In the present study, we longitudinally followed up 31 patients and observed that the P-gp mRNA expression and functional activity was increased at baseline and at steroid resistance as compared during remission state of NS. In addition, HDAC2 mRNA expression was increased at baseline and during remission as compared to that of steroid resistance state of NS patients. The enzymatic activity of HDAC2 was significantly increased in SSNS patients as compared to that of SRNS patients.

During NS, an imbalance between pro-inflammatory cytokines such as Interferon γ, Interleukin-2, Interleukin-4, Interleukin-17 (IL2, IL4, IL17), and anti-inflammatory transforming growth factor-beta 1, IL-10 cytokines, respectively, have been reported to be responsible for inflammatory condition leading to disease phenotype.[8],[23] Majority of the pro-inflammatory cytokines are secreted by T helper cell 1 and T helper cell 17 (Th1, Th17 cells),[23],[24] whereas anti-inflammatory cytokines are secreted by Th2 and regulatory T cells. These cytokines genes are regulated by HDAC2. Reduced HDAC2 levels in COPD and bronchial asthma had been linked with increased expression of pro-inflammatory cytokines genes through nuclear factor kappa-light-chain-enhancer of activated B cells (NFκB)-mediated pathways.[25] Thus, reduced HDAC2 levels may contribute to an increase in pro-inflammatory cytokines milieu, leading to steroid resistance in NS patients. HDAC2-mediated deacetylation of the glucocorticoid receptor enables suppression of NF-κB. Significantly decreased mRNA levels of HDAC2 may contribute to the activation of the inflammatory gene in lupus PBMC, and lupus patients were found to have a positive correlation between HDAC2 mRNA expression levels and disease duration.[26]

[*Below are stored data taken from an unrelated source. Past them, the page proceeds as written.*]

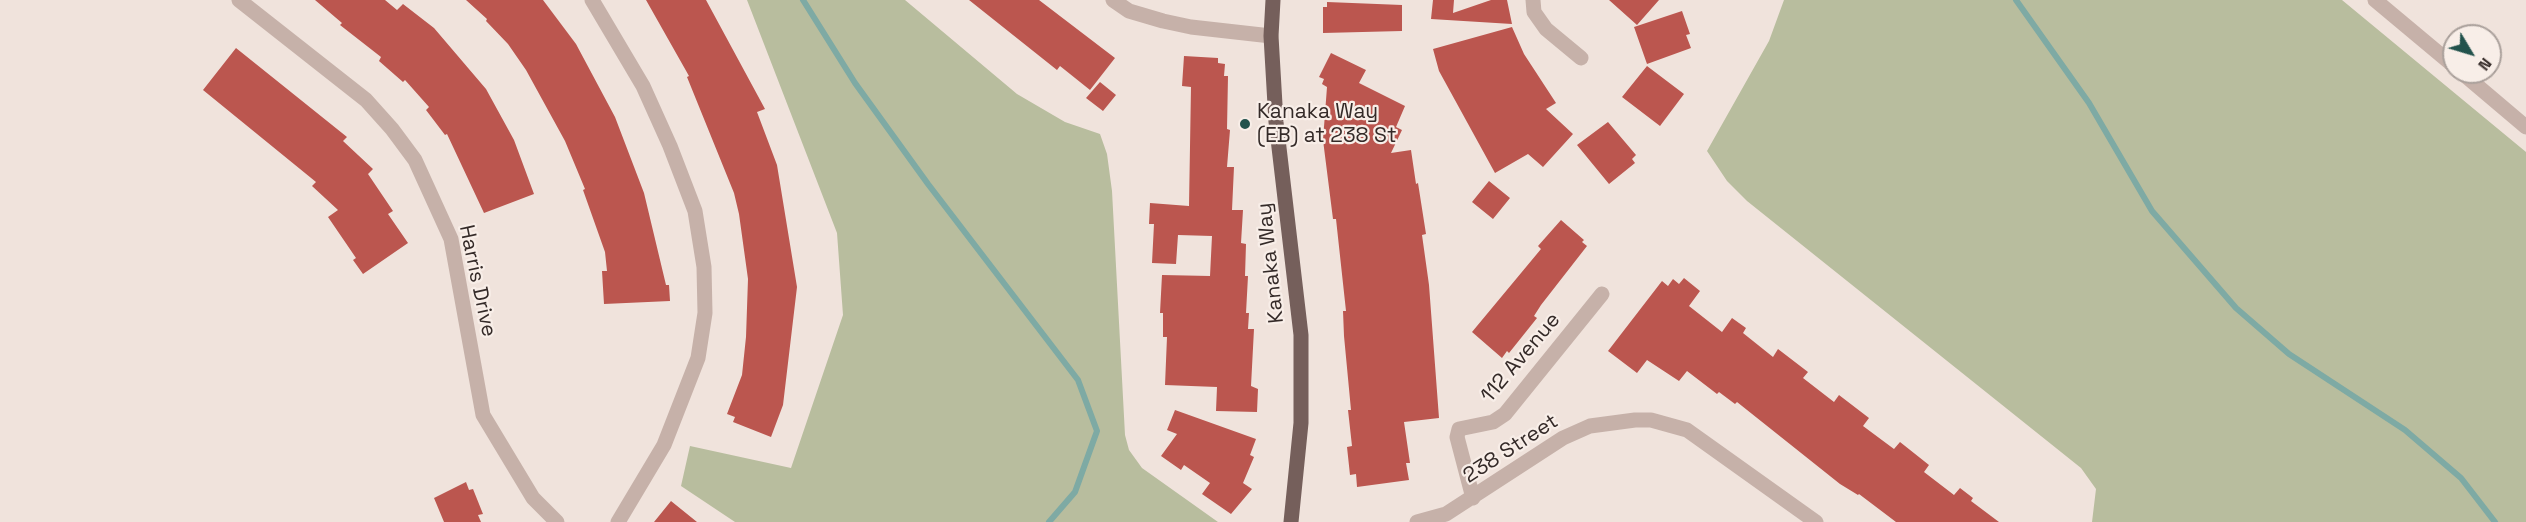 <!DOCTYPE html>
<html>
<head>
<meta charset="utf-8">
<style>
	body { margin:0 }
	#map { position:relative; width:2526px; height:522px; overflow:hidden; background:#f0e3dc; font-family:"Space Grotesk",sans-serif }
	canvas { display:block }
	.north { position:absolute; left:2442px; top:24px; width:60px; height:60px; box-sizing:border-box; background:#f8eee8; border:2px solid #aaa09b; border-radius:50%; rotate:128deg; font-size:16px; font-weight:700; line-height:24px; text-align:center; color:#342a28 }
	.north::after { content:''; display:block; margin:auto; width:21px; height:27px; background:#22524c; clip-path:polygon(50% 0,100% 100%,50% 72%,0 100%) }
</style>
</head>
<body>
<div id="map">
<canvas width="2526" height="522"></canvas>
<div class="north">N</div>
</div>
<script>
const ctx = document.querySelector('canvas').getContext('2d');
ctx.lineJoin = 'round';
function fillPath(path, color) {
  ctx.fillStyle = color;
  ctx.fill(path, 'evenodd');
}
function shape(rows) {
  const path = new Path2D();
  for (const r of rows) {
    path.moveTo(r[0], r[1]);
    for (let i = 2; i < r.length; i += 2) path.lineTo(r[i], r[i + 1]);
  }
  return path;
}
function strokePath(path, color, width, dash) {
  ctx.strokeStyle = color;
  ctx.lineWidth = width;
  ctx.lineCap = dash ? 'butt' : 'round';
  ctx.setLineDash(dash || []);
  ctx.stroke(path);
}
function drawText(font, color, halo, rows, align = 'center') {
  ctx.font = font + ' "Space Grotesk",sans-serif';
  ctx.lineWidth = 4.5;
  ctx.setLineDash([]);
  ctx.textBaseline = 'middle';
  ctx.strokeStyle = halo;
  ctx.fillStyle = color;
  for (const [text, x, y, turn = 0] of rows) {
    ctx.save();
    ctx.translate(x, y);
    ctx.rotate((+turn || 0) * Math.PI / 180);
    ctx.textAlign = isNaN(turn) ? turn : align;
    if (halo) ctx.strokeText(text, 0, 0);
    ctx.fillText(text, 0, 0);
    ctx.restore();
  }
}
fillPath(shape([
	[747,0,905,0,1017,94,1065,122,1100,134,1107,154,1112,191,1125,435,1129,450,1142,468,1218,522,735,522,681,486,690,446,791,468,843,315,837,233],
	[1784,0,2342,0,2526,152,2526,522,2092,522,2096,489,2081,468,1747,201,1727,181,1707,151,1769,41]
]), '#b8bd9e');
strokePath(shape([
	[803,0,855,83,928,184,1078,380,1097,431,1075,492,1049,522],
	[2016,0,2089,103,2152,211,2236,308,2289,354,2405,430,2461,478,2495,522]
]), '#7eaaa4', 6);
fillPath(shape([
	[315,0,385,0,397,10,403,4,434,28,486,89,514,140,534,194,484,213,447,134,445,135,426,110,429,107,405,80,403,82,379,61,381,57,340,25,342,23],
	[466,0,543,0,576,44,615,117,644,193,666,285,669,285,670,301,604,304,602,271,607,271,605,252,583,190,585,189,565,141,526,70,508,44,486,21,487,19],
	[646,0,706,0,765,109,757,112,777,165,797,287,783,405,771,437,733,422,735,417,727,414,742,375,746,337,748,279,739,214,734,193,687,77,689,76],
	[969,0,1039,0,1115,58,1090,90,1060,66,1057,70],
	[1433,0,1454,0,1453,13,1491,0,1507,0,1512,24,1431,19],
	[1609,0,1659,0,1637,25],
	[1327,2,1402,5,1402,31,1323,33,1323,7,1327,7],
	[1682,11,1690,34,1686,35,1691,48,1647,64,1634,27],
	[1512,27,1524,54,1556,103,1546,109,1573,134,1543,167,1528,154,1495,173,1439,71,1433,49],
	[236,48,347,137,343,141,373,169,368,174,393,211,388,214,408,243,363,274,353,260,356,258,328,217,338,210,312,186,316,182,203,90],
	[1331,53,1366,70,1359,83,1405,106,1396,127,1402,130,1391,153,1411,150,1416,184,1418,183,1426,234,1422,235,1429,285,1439,418,1404,422,1410,463,1406,463,1409,480,1357,487,1356,474,1350,475,1347,447,1352,446,1348,410,1351,410,1344,336,1343,311,1346,311,1336,219,1333,219,1323,140,1327,87,1322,84,1324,79,1319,77],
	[1184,56,1218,58,1218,63,1225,64,1224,76,1228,76,1227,129,1230,130,1227,167,1234,167,1232,210,1243,210,1241,243,1246,244,1245,276,1248,276,1246,313,1249,313,1248,329,1254,329,1251,386,1258,389,1257,412,1216,411,1217,387,1165,385,1167,337,1163,337,1163,313,1160,313,1162,275,1210,276,1212,236,1178,235,1176,264,1152,263,1154,224,1149,224,1150,203,1189,206,1191,87,1182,86],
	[1647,66,1684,94,1660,126,1622,97],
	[1100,82,1116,95,1103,111,1086,98],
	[1608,122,1636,155,1632,159,1635,163,1609,184,1577,145],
	[1489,181,1510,198,1493,219,1472,202],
	[1561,220,1584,240,1582,242,1587,246,1541,305,1534,316,1537,318,1509,353,1507,351,1502,358,1472,332,1541,249,1538,246],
	[1684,278,1700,291,1689,306,1722,332,1732,318,1746,328,1743,333,1773,357,1778,349,1808,372,1803,378,1834,402,1839,395,1869,418,1863,426,1894,449,1900,442,1929,465,1924,472,1954,495,1960,488,1973,498,1971,501,1999,522,1896,522,1859,494,1858,495,1840,484,1737,402,1735,404,1719,392,1717,394,1687,371,1679,381,1647,360,1637,373,1608,351,1662,281,1668,286,1673,279,1679,284],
	[1175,410,1256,439,1250,455,1254,457,1243,483,1252,489,1231,514,1202,494,1210,483,1184,465,1181,470,1161,456,1177,434,1167,430],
	[466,482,469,490,473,489,483,514,478,515,481,522,444,522,434,498],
	[671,501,697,522,654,522]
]), '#bb564f');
strokePath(shape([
	[239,0,366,100,392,129,415,160,451,239,483,415,533,498,557,522],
	[592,0,643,86,670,146,695,211,704,267,705,313,698,358,664,445,618,522],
	[1113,0,1129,11,1163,21,1191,27,1271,36],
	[1533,0,1534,12,1546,29,1581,58],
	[2375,0,2454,66],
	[2461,72,2526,127],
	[1473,498,1457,437,1459,429,1493,422,1505,414,1602,294],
	[1417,522,1446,514,1563,438,1590,426,1635,420,1651,420,1687,430,1816,522]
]), '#c6b1a9', 15);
strokePath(shape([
	[1273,0,1271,36,1276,122,1301,335,1301,423,1291,522]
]), '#755f5b', 15);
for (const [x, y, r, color] of [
	[1245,124,6,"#22524c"]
]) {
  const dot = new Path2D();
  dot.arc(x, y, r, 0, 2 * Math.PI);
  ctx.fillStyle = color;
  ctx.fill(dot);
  strokePath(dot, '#f8eee8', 2);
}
drawText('21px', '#342a28', '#f8eee8', [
	["Kanaka Way",1257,112],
	["(EB) at 238 St",1257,136]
], 'left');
drawText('21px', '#342a28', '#f8eee8', [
	["Kanaka Way",1271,263,-96],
	["Harris Drive",477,281,78],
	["112 Avenue",1521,358,-50],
	["238 Street",1511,449,-33]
]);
</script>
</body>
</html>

P-gp has been linked with steroid resistance in NS patients[8],[11] and SLE patients who did not respond well with steroids and immunosuppressants.[27] The exact mechanism how P-gp is regulated in immune cells are not well understood though it has been observed that interleukin-2 increases P-gp expression on lymphocytes by inducing translocation of YB-1, an important transcriptional factor for MDR-1 gene.[28] There are observations that inhibitor of P-gp is effective in the treatment of patients who initially fail or do not respond to immunosuppressive drugs in psoriatic arthritis, myasthenia gravis, and RA.[29],[30],[31] It has been observed that P-gp is regulated by HDAC2 and they are in reciprocal relationship in NS patients[32] and placental cells.[33] HDAC2 inhibitors are reported to induce P-gp expression.[34],[35] Reduction of bioavailability of steroids due to increased expression and activity of P-gp has been reported in many autoimmune diseases.[9] The exact mechanism of how HDAC2 regulates P-gp is not well understood and warrant further studies. Probable mechanism may be; HDAC2 is involved in transcriptional repression of P-gp, and dissociation of HDAC2 from the promoter region may lead to recruitment of P300, P300/CBP-associated factor and nuclear transcription factor Y to the promoter region via acetylation of SP1 which may result in induction of P-gp.[33]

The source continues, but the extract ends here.